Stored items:
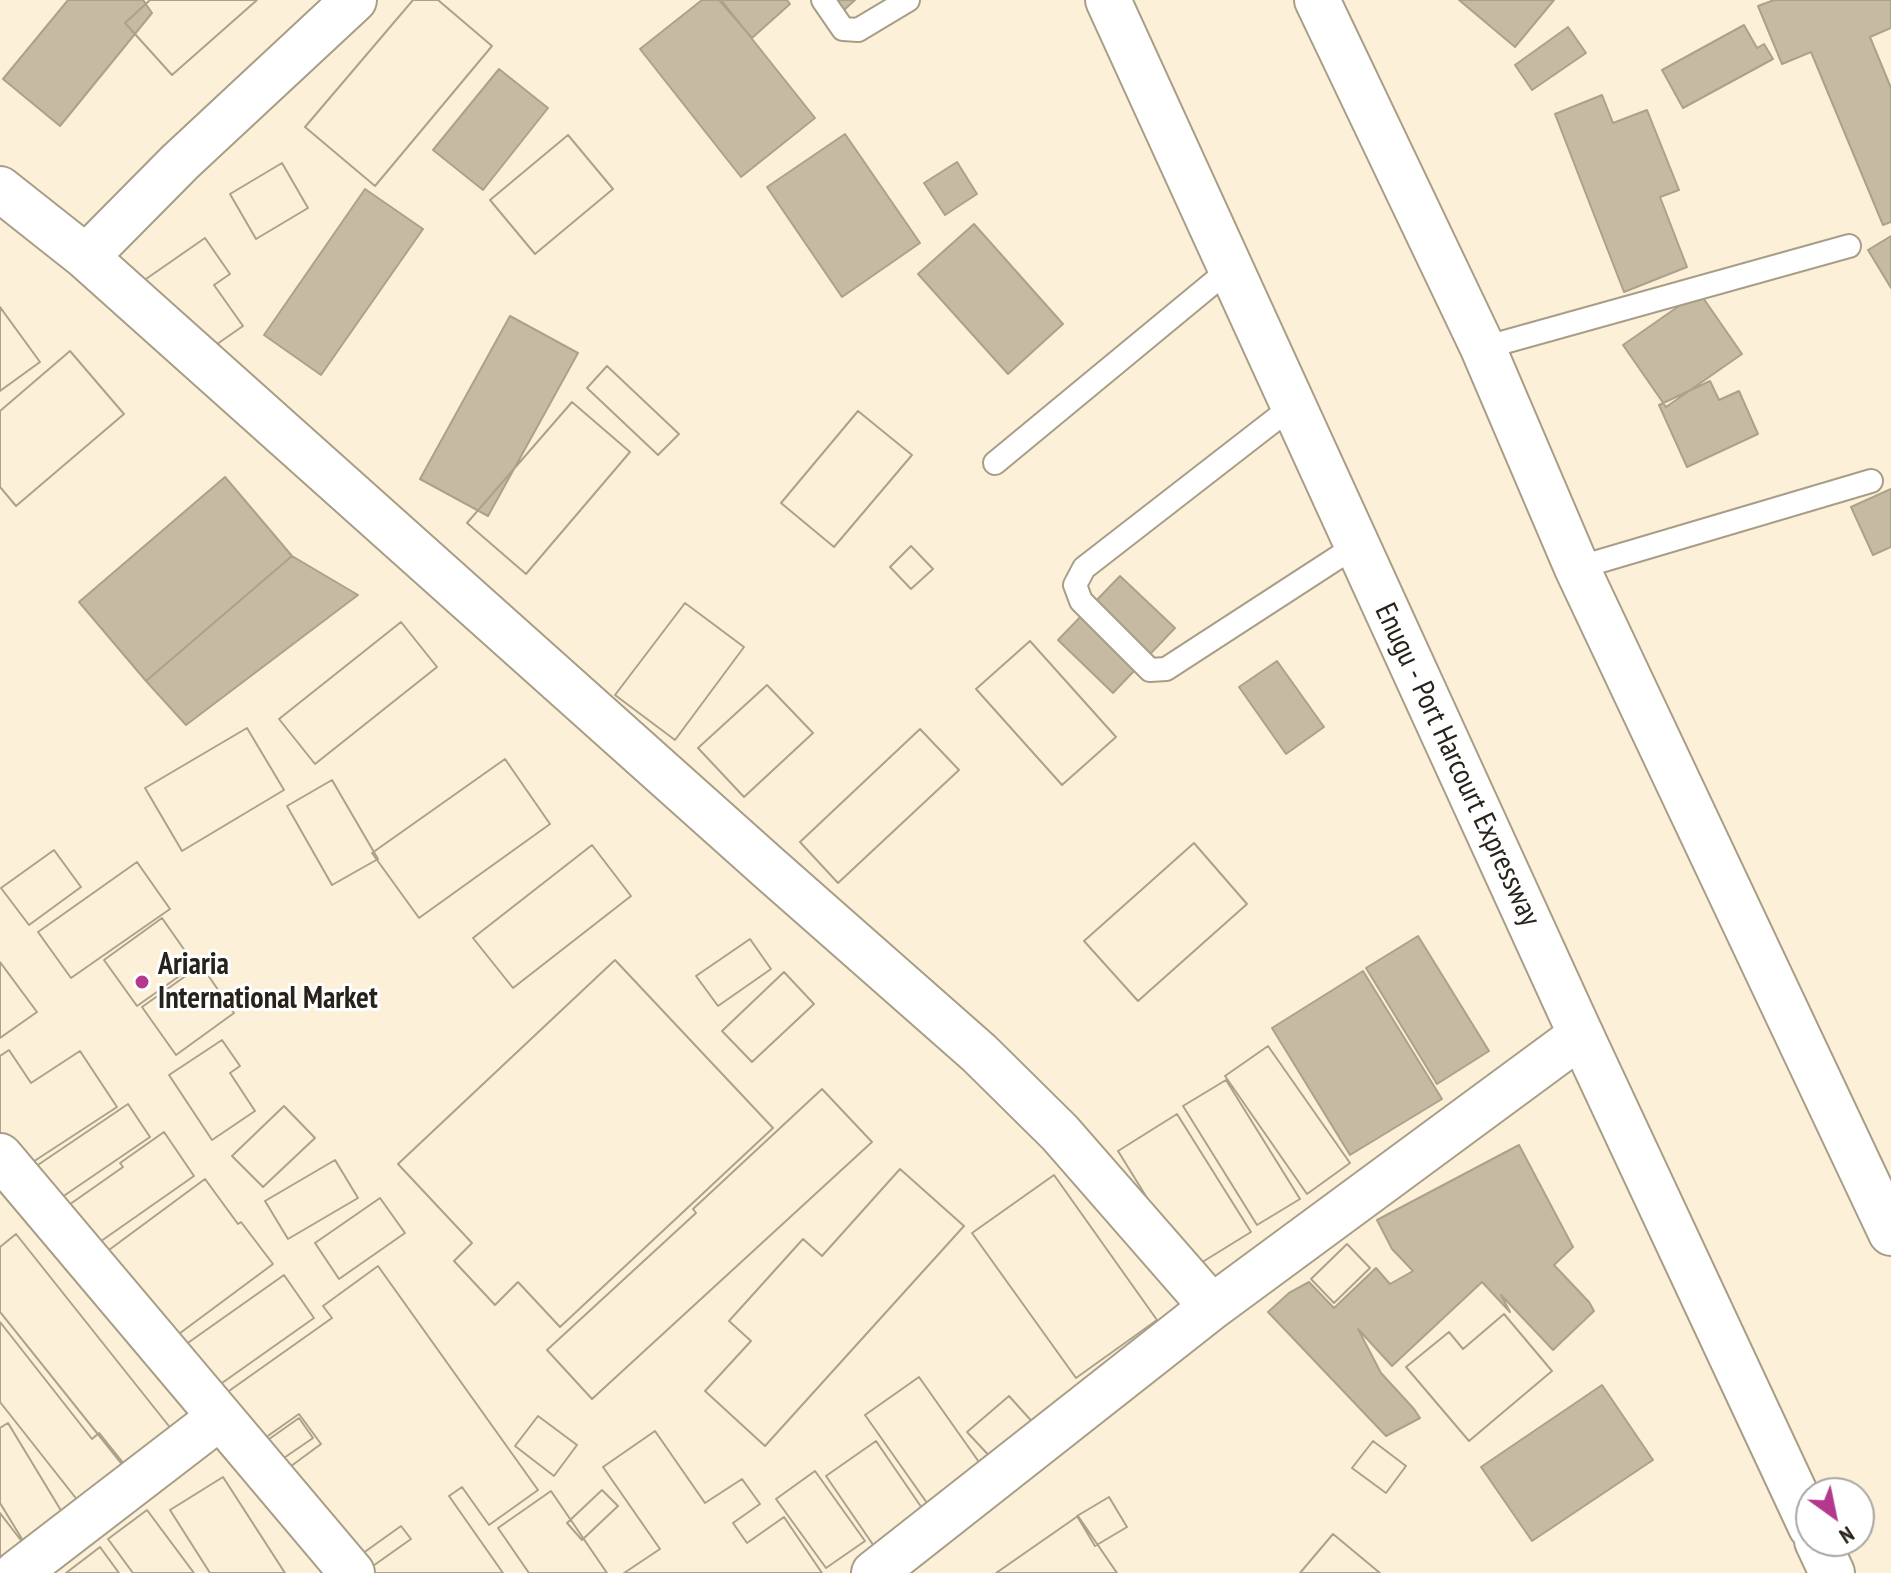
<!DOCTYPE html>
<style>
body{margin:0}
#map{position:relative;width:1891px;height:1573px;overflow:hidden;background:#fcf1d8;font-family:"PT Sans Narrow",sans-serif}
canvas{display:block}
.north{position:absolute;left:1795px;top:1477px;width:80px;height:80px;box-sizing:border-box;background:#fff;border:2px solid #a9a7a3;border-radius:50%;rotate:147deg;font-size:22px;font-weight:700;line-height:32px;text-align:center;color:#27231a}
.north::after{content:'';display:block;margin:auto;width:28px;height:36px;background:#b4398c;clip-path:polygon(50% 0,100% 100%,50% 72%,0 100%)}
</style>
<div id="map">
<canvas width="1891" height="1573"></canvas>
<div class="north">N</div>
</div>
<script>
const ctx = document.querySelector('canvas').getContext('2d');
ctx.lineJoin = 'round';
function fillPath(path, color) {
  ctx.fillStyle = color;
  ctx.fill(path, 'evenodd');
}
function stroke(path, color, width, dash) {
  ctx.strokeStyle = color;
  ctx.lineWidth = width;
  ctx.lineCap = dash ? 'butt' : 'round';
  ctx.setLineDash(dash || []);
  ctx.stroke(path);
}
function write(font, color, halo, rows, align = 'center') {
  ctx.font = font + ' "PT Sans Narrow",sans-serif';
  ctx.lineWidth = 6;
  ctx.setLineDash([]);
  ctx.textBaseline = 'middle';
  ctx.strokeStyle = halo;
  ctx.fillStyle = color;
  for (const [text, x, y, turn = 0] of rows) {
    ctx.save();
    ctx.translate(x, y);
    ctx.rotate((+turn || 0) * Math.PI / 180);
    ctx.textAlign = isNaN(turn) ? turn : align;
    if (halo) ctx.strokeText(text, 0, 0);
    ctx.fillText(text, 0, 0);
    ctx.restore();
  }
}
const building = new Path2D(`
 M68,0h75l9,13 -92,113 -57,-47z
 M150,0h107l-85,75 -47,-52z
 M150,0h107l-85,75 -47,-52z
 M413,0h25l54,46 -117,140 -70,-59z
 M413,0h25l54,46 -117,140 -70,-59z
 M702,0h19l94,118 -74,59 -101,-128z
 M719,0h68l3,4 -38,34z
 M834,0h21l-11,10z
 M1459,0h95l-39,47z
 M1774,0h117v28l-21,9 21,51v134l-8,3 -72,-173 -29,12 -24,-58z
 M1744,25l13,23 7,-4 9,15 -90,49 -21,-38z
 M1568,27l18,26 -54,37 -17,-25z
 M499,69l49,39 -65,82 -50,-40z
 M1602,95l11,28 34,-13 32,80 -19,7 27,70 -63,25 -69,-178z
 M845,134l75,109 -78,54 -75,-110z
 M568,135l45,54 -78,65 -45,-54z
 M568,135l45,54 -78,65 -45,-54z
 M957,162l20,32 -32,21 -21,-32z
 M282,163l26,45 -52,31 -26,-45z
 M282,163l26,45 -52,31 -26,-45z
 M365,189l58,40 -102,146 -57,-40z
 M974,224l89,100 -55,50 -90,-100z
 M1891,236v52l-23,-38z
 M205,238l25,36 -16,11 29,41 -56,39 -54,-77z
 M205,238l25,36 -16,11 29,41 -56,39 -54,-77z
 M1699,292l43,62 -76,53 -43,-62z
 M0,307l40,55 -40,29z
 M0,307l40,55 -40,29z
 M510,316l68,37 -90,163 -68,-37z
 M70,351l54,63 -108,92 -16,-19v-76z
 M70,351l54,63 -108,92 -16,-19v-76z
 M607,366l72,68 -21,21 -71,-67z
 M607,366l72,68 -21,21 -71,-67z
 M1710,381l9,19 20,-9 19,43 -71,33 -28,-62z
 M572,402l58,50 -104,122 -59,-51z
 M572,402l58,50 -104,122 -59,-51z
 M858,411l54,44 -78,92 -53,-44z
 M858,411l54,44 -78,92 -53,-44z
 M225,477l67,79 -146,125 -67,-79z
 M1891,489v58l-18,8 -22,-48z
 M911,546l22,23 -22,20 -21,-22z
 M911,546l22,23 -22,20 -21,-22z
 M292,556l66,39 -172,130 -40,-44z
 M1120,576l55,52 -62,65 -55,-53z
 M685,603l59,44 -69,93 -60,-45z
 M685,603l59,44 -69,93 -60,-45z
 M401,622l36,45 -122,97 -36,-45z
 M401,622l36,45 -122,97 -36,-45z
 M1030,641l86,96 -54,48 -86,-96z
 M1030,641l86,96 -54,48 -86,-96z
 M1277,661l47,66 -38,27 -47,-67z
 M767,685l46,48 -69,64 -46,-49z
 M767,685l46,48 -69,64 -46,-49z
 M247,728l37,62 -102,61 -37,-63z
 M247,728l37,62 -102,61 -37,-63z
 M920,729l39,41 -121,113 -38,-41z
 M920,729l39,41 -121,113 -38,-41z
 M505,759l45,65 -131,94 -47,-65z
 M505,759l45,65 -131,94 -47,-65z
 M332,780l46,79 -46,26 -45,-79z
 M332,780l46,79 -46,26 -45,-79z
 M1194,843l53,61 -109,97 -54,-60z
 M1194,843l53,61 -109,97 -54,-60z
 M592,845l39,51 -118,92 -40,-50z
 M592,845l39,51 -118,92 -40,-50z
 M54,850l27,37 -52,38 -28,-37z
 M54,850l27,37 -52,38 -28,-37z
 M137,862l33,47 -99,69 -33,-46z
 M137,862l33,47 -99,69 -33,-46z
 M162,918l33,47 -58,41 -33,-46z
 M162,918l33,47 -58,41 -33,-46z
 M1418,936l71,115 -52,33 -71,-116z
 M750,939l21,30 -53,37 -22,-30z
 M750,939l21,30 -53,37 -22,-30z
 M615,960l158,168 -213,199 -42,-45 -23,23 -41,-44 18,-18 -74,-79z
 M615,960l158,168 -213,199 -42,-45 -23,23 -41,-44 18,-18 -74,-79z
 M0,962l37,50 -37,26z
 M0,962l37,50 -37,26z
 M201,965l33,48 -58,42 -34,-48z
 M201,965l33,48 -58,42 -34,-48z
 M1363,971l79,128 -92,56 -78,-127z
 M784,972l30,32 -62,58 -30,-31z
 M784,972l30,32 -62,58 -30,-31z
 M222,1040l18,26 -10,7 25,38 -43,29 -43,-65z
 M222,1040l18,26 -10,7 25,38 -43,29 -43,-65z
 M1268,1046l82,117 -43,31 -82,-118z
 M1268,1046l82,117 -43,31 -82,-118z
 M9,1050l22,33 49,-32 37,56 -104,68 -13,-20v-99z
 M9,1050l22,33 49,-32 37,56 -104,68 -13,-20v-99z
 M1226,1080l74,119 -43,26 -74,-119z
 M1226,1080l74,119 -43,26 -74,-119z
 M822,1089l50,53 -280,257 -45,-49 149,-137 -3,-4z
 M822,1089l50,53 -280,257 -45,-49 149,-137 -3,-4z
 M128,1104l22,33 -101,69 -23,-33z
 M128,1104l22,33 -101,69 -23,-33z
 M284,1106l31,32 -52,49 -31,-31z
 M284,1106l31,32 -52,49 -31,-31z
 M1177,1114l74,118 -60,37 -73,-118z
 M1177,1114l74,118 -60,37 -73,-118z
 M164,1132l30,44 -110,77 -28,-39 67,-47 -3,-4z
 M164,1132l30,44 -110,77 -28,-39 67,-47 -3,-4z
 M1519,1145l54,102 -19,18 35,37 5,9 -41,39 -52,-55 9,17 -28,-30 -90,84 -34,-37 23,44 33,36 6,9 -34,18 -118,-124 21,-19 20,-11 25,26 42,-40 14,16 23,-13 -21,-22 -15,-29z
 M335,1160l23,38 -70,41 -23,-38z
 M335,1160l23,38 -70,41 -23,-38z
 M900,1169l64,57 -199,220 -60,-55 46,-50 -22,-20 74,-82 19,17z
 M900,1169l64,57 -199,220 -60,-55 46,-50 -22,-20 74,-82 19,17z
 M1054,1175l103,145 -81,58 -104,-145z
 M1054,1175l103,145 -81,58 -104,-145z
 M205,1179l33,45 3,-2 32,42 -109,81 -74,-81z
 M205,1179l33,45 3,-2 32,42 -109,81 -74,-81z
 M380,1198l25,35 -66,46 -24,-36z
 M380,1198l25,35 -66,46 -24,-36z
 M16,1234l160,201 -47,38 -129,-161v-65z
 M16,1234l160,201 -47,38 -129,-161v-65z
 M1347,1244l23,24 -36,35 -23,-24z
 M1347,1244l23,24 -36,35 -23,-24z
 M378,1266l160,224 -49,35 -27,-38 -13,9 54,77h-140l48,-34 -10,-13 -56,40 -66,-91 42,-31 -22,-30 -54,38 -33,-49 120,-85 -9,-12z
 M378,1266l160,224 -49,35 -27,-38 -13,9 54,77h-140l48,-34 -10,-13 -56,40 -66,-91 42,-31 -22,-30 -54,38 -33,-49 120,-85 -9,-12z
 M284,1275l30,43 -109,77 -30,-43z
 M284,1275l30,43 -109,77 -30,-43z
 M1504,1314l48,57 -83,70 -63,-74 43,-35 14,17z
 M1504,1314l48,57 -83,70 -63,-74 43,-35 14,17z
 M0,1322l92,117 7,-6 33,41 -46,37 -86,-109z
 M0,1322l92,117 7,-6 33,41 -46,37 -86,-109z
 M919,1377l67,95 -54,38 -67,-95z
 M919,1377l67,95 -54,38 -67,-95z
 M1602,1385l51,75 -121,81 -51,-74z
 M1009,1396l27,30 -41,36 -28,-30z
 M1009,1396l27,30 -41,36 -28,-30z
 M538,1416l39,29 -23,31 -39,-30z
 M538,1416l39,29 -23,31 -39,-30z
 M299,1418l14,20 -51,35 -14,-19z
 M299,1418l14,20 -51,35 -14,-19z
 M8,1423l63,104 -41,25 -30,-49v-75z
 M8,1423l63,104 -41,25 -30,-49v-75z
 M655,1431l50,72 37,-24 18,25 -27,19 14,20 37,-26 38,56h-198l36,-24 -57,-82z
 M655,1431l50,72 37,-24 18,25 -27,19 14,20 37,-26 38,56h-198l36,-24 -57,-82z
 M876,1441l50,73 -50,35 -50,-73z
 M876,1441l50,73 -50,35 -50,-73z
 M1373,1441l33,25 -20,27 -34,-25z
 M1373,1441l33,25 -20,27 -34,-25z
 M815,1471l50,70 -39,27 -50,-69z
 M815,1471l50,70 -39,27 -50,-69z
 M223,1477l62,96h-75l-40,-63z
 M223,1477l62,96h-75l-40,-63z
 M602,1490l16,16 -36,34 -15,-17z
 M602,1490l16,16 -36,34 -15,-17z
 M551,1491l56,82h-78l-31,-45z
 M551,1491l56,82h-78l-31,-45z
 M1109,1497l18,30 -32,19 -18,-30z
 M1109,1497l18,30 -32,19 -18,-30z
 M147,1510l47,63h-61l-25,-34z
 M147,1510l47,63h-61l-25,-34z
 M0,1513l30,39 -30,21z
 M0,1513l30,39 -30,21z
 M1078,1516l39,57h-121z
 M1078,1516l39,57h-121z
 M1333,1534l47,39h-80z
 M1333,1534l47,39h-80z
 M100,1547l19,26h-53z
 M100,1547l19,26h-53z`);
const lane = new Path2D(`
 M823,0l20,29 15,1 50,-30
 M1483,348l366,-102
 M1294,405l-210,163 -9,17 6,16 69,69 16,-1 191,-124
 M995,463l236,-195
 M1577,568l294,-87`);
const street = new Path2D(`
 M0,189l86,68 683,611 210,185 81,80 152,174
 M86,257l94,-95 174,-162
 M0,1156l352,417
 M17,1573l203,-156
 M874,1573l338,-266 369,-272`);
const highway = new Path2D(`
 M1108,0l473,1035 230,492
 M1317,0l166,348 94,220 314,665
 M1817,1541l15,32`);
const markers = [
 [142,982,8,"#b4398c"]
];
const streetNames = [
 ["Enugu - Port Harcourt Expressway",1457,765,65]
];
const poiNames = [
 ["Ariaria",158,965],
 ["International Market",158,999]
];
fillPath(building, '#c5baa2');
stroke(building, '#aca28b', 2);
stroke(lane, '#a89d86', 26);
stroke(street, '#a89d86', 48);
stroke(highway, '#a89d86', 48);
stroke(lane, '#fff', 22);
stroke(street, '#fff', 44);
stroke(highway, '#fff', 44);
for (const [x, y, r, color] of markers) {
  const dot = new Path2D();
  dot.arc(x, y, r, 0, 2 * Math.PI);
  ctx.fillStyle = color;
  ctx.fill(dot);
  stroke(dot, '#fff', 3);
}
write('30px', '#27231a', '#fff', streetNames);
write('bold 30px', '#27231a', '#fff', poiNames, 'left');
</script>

■ **WORK ORDER**:
Check each line of the records for the word "function" and extract those that contain it.

■ **REPLY TO THE EXERCISE**:
function fillPath(path, color) {
function stroke(path, color, width, dash) {
function write(font, color, halo, rows, align = 'center') {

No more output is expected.